Before the Civil War, Americans treated death with great respect. Battles like Glendale and Malvern Hill changed that. The armies, without the time or the resources to provide the usual care, handled battlefield dead with callous disregard -- at least by pre-war standards. Hot summer weather mandated speedy burials for friend and foe alike. Days after the battles were fought and dead were imperfectly buried, many of them as "unknown soldiers," and most of them in mass graves.
When the Confederate army camped on these battlefields briefly in June 1864, its soldiers found that the elements had exposed many of the graves. "On every side of us lie the bleaching bones of those who fell," noted a South Carolina soldier. "A dentist might make a valuable collection of teeth: I have seen on beautiful set."

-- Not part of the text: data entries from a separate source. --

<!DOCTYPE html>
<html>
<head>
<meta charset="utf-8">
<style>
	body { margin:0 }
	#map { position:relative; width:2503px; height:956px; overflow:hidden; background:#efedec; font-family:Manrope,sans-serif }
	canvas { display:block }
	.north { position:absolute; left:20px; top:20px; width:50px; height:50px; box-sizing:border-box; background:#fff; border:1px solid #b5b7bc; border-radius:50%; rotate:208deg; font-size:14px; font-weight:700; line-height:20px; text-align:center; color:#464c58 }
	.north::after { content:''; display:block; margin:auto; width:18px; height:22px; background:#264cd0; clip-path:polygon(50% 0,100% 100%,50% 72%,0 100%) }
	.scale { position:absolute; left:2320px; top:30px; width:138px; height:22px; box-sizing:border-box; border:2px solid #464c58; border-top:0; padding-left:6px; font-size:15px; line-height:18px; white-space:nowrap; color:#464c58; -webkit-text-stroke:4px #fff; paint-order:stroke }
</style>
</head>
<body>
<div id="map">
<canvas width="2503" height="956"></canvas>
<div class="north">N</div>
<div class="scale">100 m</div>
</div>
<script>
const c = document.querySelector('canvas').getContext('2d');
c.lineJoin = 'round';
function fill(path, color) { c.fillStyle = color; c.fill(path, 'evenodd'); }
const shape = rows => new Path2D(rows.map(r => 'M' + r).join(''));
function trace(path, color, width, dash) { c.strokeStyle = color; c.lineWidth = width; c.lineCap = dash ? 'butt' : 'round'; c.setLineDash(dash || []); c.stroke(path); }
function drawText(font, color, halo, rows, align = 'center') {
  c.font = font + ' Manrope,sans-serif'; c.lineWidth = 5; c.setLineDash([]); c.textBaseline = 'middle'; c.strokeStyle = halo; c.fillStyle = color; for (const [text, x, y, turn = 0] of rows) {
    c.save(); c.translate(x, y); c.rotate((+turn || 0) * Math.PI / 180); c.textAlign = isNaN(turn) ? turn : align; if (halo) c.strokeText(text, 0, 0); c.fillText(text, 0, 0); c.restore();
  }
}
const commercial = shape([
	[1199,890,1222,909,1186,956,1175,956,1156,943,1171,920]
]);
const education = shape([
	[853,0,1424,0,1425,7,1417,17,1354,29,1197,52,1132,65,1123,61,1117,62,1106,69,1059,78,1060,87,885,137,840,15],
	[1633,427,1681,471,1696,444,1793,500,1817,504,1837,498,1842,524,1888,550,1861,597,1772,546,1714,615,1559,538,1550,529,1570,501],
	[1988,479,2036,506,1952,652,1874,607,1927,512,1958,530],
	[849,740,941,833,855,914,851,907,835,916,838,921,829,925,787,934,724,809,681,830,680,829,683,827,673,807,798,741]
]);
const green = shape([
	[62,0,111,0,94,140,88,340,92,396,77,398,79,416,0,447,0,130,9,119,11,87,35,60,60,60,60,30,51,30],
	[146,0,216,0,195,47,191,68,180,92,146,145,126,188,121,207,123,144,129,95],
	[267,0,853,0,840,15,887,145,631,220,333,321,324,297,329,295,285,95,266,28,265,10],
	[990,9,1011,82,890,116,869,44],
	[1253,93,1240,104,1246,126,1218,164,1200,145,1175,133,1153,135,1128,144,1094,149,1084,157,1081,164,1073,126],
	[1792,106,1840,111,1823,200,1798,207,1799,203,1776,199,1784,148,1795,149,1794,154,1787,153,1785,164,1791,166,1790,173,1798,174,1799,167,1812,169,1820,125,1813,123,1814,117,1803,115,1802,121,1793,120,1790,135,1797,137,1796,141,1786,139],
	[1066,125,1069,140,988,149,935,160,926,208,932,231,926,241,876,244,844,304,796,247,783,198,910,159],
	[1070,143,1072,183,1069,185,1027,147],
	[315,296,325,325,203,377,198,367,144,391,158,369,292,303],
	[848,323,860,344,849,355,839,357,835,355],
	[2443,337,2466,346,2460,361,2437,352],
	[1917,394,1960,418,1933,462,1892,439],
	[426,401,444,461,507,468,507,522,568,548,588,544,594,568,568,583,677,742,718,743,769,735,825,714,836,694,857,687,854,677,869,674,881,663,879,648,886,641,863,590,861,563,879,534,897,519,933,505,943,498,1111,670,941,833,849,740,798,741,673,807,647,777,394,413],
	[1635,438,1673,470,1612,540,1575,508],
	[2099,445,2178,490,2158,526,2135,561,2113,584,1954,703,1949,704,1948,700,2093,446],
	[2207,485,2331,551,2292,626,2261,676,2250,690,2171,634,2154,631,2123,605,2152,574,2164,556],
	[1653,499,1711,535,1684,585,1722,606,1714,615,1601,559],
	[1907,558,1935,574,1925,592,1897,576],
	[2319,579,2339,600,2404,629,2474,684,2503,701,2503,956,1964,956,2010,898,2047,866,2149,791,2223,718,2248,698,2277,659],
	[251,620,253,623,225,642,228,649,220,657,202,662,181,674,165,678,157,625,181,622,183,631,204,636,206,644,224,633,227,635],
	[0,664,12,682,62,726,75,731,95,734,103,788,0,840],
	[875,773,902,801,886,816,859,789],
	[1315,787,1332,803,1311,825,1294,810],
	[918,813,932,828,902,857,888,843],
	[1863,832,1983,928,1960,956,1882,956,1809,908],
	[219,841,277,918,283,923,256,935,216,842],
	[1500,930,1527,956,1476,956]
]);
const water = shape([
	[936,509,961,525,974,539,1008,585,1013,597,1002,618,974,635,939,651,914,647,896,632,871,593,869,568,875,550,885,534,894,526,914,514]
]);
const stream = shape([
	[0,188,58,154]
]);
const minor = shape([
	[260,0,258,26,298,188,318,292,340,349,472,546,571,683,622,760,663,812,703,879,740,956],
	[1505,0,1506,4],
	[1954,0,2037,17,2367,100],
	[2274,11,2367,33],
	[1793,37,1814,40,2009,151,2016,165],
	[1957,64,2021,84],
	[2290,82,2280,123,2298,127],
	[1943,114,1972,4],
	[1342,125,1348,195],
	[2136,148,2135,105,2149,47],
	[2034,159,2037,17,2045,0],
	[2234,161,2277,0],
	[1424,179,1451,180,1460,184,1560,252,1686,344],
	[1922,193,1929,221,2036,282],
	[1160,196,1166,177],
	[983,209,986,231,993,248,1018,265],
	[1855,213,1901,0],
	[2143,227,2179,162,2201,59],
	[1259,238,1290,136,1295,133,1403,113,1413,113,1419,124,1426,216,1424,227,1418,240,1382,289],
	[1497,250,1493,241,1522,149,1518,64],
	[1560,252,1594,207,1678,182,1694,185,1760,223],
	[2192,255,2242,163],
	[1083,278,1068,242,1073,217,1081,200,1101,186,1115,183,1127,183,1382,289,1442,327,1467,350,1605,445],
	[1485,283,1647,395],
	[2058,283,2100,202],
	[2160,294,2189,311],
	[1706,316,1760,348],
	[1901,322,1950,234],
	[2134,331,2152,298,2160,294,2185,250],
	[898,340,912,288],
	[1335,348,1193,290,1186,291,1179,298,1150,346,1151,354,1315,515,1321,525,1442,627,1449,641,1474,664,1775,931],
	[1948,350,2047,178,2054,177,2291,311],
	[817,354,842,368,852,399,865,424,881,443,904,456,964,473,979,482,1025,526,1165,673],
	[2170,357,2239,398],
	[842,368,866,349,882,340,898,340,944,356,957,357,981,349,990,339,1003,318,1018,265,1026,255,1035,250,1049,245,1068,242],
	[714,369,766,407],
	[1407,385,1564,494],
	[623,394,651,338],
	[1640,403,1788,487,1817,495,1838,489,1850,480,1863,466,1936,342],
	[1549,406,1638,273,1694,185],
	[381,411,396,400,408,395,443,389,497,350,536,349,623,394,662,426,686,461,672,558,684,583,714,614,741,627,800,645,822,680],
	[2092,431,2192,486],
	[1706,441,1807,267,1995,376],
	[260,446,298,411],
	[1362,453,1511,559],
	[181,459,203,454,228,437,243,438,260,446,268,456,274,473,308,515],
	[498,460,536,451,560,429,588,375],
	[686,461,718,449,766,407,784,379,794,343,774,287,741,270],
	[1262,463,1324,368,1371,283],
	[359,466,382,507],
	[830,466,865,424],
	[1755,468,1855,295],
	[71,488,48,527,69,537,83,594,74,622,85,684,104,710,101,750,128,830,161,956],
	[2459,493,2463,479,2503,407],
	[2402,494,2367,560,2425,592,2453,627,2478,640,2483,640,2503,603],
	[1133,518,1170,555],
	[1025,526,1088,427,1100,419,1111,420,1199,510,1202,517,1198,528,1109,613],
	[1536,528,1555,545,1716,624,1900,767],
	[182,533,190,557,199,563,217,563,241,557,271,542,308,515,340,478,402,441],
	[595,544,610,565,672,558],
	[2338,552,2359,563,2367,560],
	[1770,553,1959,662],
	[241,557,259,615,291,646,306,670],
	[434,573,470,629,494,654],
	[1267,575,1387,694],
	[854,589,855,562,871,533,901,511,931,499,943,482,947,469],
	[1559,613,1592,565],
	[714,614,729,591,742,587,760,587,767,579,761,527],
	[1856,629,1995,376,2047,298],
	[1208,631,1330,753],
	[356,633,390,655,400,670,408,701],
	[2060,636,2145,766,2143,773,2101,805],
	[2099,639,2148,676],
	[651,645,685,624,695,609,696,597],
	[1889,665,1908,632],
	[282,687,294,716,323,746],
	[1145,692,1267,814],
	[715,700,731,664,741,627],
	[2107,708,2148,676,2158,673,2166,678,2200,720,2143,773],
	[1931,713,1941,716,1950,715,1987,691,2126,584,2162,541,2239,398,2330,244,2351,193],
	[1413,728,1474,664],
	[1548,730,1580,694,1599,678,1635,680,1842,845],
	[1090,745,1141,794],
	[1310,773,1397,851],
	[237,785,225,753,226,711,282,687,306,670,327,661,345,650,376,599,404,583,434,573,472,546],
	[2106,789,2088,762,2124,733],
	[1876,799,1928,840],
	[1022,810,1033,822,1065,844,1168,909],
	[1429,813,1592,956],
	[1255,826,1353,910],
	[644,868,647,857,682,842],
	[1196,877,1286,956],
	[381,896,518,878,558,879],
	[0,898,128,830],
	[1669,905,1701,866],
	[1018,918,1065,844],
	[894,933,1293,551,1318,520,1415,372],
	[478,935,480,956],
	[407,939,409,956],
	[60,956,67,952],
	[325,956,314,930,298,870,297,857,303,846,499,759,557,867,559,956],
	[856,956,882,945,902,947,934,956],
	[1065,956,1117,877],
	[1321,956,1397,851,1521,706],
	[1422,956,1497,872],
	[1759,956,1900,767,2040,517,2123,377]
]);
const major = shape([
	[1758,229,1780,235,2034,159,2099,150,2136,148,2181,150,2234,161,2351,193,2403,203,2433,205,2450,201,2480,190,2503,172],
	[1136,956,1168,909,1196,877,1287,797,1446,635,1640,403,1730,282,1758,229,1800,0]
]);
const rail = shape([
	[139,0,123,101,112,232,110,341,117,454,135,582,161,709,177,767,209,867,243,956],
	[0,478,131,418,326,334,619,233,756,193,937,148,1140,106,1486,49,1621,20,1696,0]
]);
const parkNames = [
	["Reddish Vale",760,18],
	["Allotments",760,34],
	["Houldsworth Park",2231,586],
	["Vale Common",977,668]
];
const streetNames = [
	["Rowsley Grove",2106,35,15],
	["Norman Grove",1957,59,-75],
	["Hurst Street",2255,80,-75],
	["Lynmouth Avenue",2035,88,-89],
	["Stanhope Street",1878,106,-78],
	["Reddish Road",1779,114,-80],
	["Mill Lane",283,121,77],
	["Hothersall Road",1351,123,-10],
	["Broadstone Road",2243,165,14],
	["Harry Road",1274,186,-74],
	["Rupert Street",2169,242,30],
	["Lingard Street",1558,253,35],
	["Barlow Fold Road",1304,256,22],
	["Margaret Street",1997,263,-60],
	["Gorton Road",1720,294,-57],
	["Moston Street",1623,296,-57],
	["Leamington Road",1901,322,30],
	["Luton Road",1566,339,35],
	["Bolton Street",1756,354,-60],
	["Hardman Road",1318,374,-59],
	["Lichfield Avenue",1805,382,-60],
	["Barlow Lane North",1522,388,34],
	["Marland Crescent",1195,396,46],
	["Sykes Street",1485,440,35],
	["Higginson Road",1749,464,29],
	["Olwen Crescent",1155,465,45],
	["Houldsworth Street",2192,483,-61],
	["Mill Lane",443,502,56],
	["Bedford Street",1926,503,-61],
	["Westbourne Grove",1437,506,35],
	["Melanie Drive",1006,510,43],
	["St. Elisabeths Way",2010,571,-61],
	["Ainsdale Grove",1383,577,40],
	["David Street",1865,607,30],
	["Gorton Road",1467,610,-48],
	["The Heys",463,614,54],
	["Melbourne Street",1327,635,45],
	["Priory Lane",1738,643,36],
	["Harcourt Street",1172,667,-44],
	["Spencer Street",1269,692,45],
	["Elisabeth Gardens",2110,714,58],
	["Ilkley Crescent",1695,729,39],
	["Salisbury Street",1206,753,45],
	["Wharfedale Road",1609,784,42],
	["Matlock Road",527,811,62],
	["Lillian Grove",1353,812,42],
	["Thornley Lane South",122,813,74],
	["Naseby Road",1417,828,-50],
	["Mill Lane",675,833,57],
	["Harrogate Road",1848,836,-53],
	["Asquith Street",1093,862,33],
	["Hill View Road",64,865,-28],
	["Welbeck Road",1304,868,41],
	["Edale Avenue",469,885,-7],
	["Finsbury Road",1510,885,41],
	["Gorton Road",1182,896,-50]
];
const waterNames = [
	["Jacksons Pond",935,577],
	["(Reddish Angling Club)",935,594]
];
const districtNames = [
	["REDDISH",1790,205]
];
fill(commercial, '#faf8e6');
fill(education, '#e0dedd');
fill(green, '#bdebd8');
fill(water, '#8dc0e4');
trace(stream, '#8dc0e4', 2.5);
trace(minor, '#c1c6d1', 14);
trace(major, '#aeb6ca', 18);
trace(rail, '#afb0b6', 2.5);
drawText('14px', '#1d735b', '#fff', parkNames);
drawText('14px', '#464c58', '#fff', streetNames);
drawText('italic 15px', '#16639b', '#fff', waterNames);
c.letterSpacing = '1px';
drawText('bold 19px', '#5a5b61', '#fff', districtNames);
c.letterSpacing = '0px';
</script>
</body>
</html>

In May 1866, the United States government sent working parties to build cemeteries and to collect the Union dead from these two battlefields. Eventually they buried about 1,200 Union soldiers at the Glendale National Cemetery, of which only 242 are identified. Most are in a mass grave in the center of the cemetery. The Confederate dead never were collected systematically. They remain unmarked; the battlefields are their ceremony.

The earliest known view of the Glendale National Cemetery reveals its primitive appearances. The Nelson House, used as a headquarters during the battle on June 30, can be seen in the distance.